US interest rate markets showed somewhat of a different picture as they had to adjust after a ‘too’ strong setback on the back of higher (weaker than expected) jobless claims on Thursday. US yields rebounded between 7.25 bps (2-y) and 1.5 bps (30-y). Even so, US 2 & 10-y yields also feel headwinds from resistance at respectively 4.8% and 3.85%. Real yields (10-y currently 1.54%) again nearing the cycle peak probably was factor slowing the US equity rally (Nasdaq -0.67%). At 4395, the Euro Stoxx 50 (+0.68%) is only a whisker away from the cycle top. On FX markets, the dollar mostly kept Thursday’s post-claims/post-ECB losses. EUR/USD closed marginally lower at 1.0937. Sterling continues to profit from ‘comfortable’ interest rate support with EUR/GBP drifting further south in the 0.85 big figure (close 0.8532).

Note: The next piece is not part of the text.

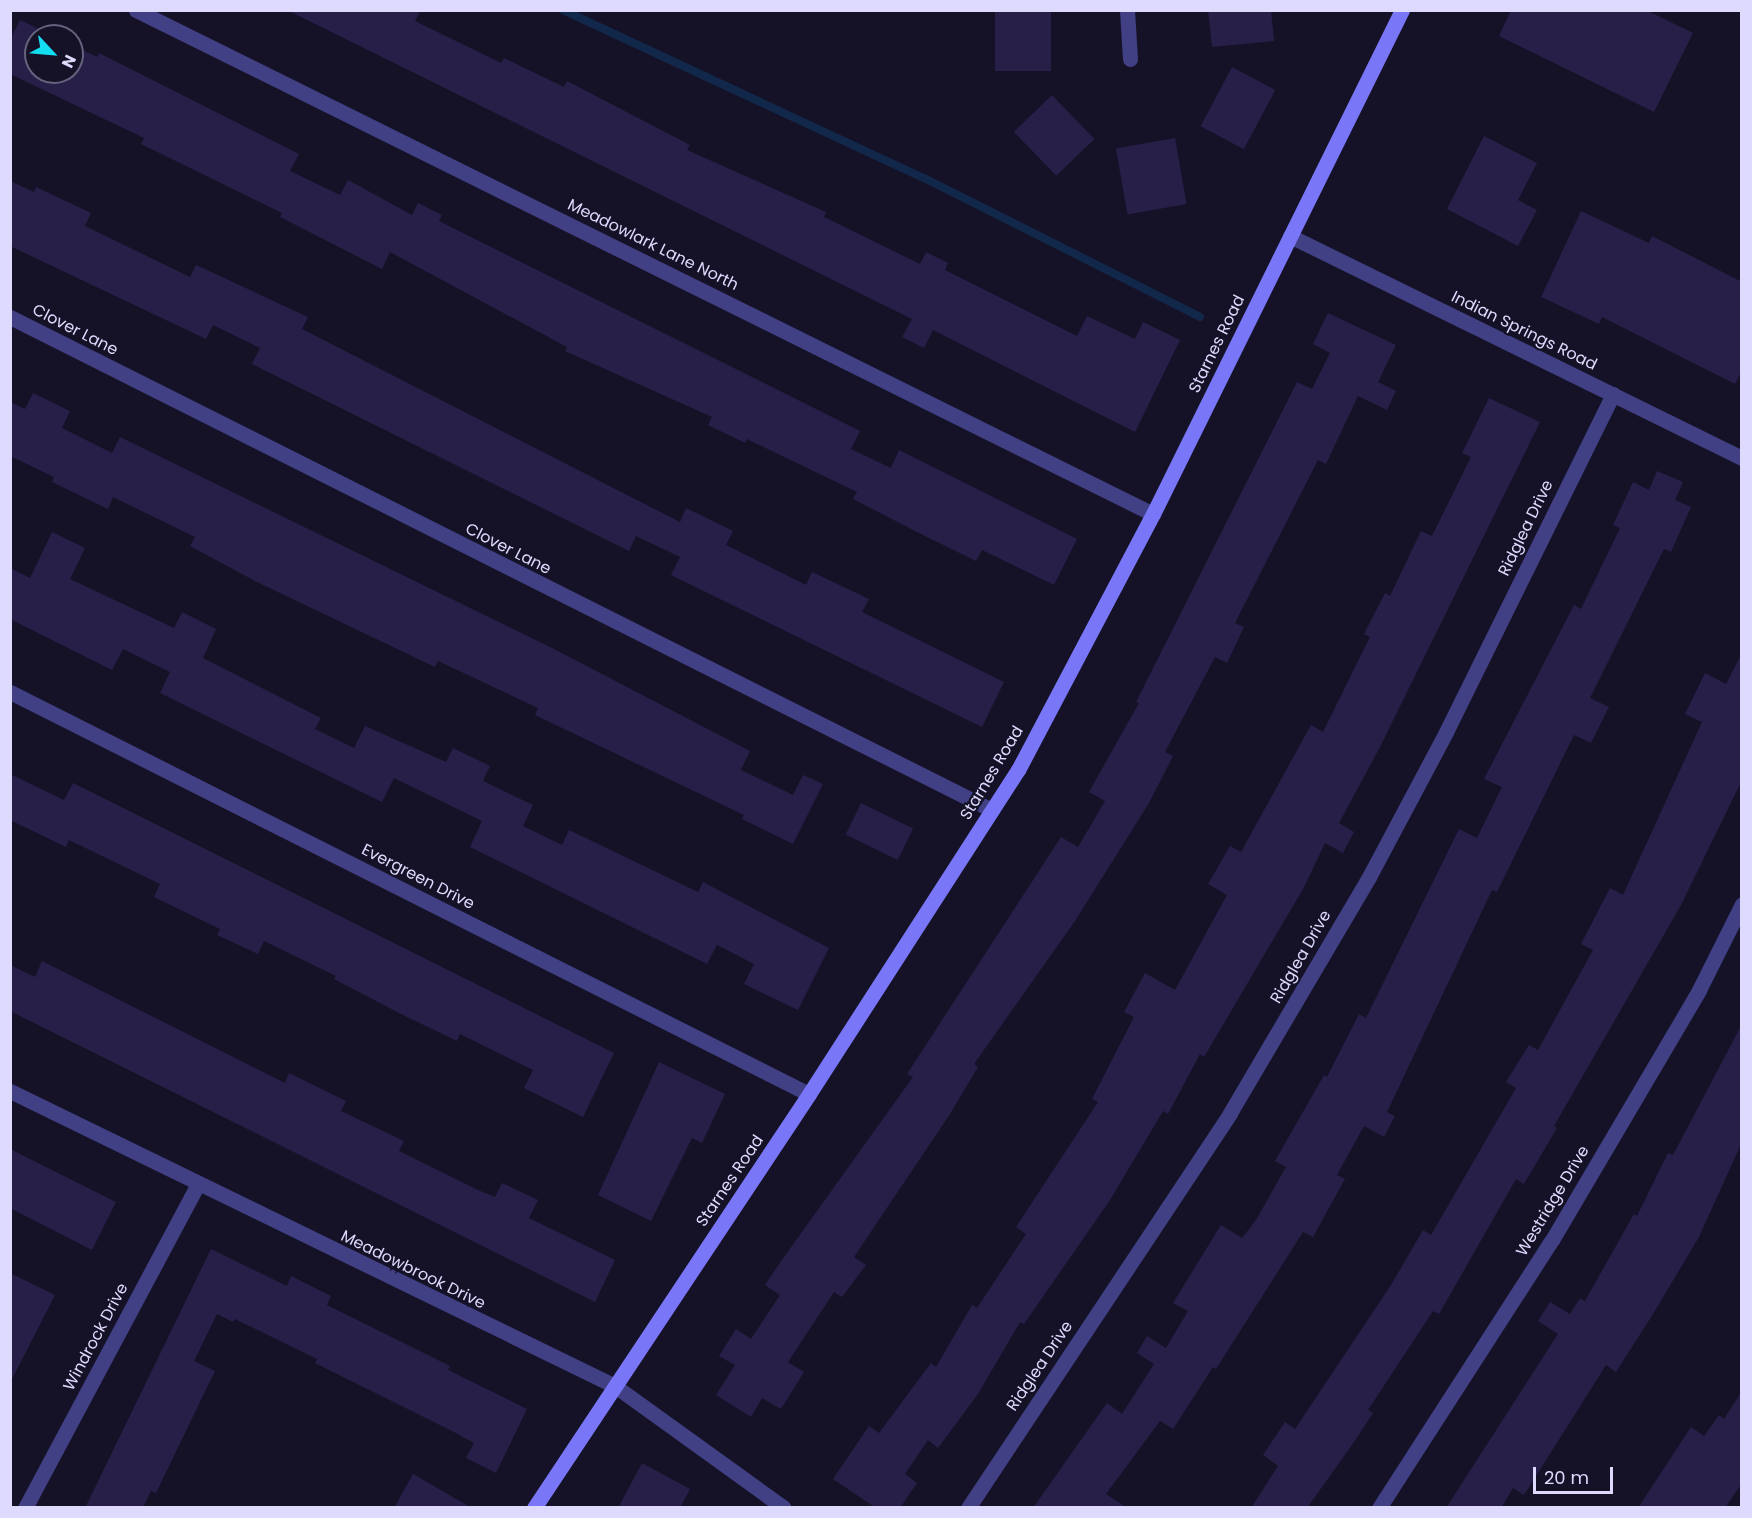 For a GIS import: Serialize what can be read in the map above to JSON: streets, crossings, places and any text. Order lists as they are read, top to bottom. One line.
{"streets":{"main road":["Starnes Road"],"street":["Meadowlark Lane North","Clover Lane","Indian Springs Road","Ridglea Drive","Evergreen Drive","Westridge Drive","Meadowbrook Drive","Windrock Drive"]},"crossings":[["Meadowlark Lane North","Starnes Road"],["Clover Lane","Starnes Road"],["Indian Springs Road","Starnes Road"],["Indian Springs Road","Ridglea Drive"],["Starnes Road","Evergreen Drive"],["Starnes Road","Meadowbrook Drive"],["Meadowbrook Drive","Windrock Drive"]],"scale_bar":"20 m","north":"bottom right"} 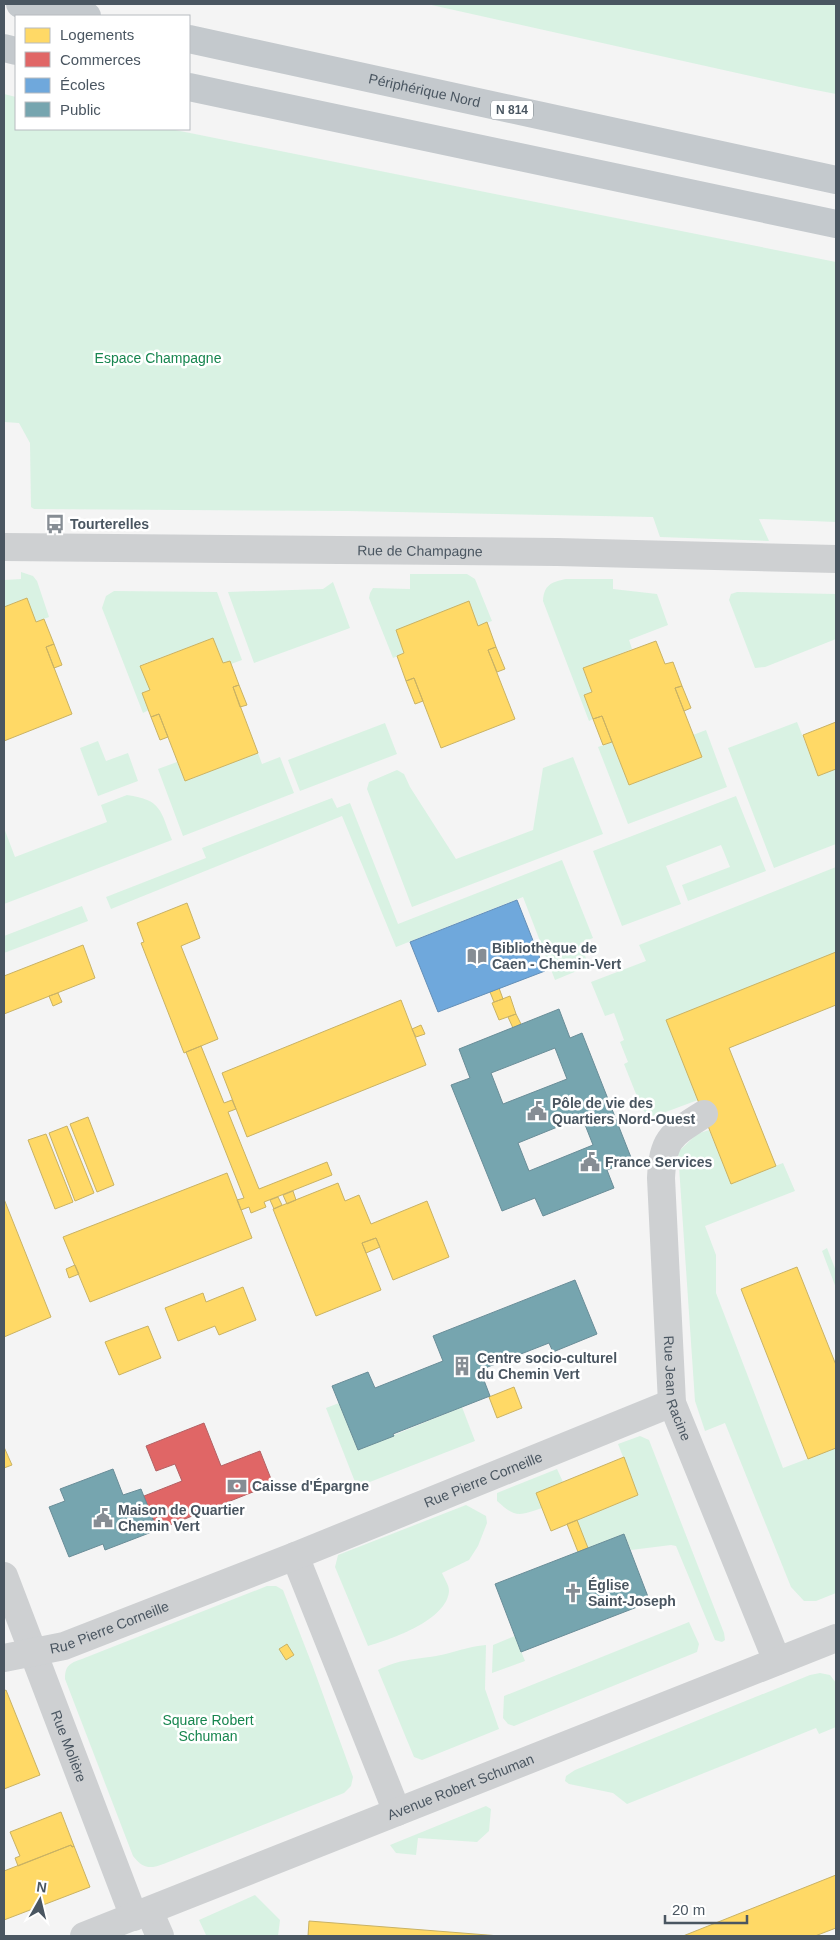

Today, the calendar is extremely thin. US markets are closed for the Juneteenth holiday. In the EMU there no important data. ECB’s Lane, Schnabel, Villeroy and Guindos will speak. We expect the downside both in US and EMU/German yields to remain well protected. After last week’s break higher, EUR/USD might develop a further buy-on-dips pattern. The cycle top at 1.1095 remains the key reference. Later this week, Fed Chair Powell’s testimony before Congress (Wednesday, Thursday) will be closely looked at. On Friday, the PMI’s will give a new update on the health of the economy in most majors countries. In the UK, the BoE on Wednesday still receives key inflation data before deciding on policy the next day. Aside from the BoE, also the Hungarian Centrale bank (Tuesday), the Czech National bank (Wednesday) and the Swiss and Norwegian Centrale bank (Thursday) will decide on policy.